Code categories approach
For the sake of completeness and to show also other ways "leading to Rome", I want to demonstrate an approach allowing to group the string input into five code categories in order to extract alphanumerics by a tricky match (see [B]
Function getCats()
):
To meet the requirements in OP use the following steps:
1)
remove comma separated tokens if empty or only blanks (optional),
2)
group characters into code categories,
3)
check catCodes returning alpha nums including even accented or diacritic letters as well as characters like [ -,.+_]

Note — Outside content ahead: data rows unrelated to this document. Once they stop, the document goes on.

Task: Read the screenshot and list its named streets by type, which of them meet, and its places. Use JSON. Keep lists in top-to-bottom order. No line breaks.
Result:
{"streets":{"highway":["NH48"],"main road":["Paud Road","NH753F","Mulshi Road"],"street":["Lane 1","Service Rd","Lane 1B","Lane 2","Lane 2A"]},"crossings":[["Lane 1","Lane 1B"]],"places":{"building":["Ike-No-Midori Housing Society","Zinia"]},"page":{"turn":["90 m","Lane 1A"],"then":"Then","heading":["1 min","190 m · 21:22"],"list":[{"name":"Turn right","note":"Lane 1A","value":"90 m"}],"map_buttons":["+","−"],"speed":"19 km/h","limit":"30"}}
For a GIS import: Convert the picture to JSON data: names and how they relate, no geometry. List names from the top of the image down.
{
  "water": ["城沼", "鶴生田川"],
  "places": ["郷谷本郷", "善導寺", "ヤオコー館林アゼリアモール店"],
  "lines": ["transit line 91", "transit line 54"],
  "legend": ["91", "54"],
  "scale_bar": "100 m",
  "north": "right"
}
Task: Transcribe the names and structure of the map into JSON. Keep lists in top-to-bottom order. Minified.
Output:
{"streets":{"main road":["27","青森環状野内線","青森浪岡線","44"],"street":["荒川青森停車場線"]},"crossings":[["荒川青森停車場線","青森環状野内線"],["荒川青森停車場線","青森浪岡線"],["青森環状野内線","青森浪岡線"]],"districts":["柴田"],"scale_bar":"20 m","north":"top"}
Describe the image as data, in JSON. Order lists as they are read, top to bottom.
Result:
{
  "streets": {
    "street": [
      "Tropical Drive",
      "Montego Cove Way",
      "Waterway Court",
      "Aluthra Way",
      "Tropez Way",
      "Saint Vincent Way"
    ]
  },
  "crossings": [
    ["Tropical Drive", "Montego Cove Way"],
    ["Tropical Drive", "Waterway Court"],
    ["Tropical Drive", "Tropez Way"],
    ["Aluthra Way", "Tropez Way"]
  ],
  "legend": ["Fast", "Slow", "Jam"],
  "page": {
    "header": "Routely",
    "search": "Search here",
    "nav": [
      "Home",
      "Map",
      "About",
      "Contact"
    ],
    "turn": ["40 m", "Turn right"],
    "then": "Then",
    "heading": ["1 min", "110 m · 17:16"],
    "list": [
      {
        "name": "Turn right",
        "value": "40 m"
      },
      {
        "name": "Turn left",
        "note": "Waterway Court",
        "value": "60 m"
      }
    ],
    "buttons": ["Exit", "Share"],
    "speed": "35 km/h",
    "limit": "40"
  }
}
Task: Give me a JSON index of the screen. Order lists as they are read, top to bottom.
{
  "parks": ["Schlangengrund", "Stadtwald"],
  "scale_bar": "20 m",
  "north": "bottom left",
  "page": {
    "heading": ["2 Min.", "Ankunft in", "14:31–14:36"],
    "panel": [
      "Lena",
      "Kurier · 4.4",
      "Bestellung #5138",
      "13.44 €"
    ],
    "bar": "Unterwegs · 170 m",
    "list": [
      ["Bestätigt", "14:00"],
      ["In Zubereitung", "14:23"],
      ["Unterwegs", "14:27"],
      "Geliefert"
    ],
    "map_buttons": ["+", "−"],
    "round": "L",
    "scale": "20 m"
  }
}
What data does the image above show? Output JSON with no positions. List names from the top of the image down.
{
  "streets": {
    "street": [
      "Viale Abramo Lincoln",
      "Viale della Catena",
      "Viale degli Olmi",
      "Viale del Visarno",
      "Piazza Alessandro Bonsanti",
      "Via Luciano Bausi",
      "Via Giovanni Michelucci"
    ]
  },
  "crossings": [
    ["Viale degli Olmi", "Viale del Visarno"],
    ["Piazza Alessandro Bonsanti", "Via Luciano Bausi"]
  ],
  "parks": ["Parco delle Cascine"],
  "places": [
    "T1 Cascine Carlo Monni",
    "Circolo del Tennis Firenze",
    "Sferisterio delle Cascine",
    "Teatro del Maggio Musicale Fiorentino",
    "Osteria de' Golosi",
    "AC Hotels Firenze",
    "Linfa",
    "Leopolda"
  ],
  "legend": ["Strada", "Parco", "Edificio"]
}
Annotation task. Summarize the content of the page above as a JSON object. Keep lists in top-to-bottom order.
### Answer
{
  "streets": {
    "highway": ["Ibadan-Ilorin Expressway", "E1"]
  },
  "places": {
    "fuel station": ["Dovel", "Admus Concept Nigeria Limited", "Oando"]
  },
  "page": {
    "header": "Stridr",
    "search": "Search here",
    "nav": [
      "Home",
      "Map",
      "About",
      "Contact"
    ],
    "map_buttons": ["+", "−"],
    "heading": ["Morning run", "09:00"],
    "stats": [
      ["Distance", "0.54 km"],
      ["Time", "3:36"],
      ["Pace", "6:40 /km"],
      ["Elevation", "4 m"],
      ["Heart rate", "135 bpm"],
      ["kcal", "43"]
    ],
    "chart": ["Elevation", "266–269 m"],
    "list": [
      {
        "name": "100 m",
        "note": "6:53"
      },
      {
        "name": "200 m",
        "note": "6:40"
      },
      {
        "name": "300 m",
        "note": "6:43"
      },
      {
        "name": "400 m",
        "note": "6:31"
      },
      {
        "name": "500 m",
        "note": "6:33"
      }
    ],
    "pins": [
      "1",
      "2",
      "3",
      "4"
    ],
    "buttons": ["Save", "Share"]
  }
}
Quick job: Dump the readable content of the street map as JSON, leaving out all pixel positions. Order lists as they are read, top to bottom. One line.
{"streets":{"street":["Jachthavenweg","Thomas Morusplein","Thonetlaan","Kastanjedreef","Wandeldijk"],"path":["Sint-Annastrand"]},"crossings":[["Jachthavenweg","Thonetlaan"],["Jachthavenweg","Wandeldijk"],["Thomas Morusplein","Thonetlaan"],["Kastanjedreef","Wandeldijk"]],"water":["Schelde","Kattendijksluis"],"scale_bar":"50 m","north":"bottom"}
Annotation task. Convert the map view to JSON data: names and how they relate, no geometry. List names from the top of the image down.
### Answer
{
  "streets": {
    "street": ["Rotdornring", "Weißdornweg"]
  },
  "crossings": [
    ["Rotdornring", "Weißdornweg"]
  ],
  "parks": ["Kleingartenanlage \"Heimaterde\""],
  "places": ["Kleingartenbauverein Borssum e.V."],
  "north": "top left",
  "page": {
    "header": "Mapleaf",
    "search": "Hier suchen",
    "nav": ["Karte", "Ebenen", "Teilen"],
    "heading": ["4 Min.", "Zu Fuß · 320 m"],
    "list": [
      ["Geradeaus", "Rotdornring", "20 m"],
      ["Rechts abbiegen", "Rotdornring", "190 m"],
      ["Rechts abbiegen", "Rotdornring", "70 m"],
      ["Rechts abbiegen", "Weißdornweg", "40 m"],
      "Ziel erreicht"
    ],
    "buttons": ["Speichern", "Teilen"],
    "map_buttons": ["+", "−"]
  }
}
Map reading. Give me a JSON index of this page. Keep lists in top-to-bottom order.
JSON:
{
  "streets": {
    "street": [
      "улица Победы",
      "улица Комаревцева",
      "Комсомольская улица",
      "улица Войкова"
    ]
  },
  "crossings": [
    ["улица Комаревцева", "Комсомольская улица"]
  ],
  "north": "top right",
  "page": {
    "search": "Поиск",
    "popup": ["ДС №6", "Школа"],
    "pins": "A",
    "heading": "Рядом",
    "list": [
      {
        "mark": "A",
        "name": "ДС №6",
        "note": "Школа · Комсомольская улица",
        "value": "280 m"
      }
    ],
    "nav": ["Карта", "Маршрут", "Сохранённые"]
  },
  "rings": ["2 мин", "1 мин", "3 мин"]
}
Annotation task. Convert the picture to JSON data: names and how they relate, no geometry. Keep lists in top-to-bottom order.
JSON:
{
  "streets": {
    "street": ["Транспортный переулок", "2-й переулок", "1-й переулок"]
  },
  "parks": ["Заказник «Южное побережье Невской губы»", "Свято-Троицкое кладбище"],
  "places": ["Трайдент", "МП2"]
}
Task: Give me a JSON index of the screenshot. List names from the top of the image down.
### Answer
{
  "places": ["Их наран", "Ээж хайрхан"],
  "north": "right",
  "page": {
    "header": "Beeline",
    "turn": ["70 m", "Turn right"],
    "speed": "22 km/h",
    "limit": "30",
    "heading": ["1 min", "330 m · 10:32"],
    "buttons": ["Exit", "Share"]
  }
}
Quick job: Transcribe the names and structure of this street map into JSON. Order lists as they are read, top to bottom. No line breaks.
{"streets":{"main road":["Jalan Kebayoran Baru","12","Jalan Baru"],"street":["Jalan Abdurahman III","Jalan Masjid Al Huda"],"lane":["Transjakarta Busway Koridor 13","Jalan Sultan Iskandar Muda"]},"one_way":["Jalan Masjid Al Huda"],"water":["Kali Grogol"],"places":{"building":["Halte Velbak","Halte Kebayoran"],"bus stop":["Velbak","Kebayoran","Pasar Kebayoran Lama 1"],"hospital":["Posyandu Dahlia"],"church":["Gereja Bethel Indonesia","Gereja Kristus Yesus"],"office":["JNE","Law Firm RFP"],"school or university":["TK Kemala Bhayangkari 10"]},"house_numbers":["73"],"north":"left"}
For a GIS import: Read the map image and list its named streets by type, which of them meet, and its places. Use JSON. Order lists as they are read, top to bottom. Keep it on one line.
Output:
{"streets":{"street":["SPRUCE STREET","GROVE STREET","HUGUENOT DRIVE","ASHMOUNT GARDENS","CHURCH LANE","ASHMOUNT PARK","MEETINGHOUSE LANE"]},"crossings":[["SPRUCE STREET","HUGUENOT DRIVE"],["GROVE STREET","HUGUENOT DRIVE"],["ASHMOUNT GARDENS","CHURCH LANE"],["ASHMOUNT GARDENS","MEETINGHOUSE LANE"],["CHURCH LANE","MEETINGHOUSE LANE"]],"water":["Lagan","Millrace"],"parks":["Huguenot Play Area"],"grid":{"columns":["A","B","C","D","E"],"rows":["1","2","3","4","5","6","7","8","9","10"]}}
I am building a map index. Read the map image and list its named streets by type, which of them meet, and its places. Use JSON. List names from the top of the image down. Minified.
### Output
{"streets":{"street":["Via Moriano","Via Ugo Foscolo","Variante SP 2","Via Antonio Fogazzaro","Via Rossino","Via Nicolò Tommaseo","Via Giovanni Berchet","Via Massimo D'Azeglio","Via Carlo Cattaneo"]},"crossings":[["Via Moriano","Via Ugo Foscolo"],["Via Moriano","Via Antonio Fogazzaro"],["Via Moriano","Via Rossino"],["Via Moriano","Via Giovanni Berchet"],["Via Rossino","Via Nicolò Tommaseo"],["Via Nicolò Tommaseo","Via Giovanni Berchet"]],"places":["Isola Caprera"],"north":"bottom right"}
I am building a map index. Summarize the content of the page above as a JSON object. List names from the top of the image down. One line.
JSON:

Function AlphaNum(ByVal s As String, _
Optional IgnoreEmpty As Boolean = True, _
Optional info As Boolean = False) As String
'Site: https://stackoverflow.com/questions/15723672/how-to-remove-all-non-alphanumeric-characters-from-a-string-except-period-and-sp/74679416#74679416
'Auth.: https://stackoverflow.com/users/6460297/t-m
'Date: 2023-01-12
'1) remove comma separated tokens if empty or only blanks (s passed as byRef argument)
If IgnoreEmpty Then RemoveEmpty s ' << [A] RemoveEmpty
'2) group characters into code categories
Dim catCodes: catCodes = getCats(s, info) ' << [B] getCats()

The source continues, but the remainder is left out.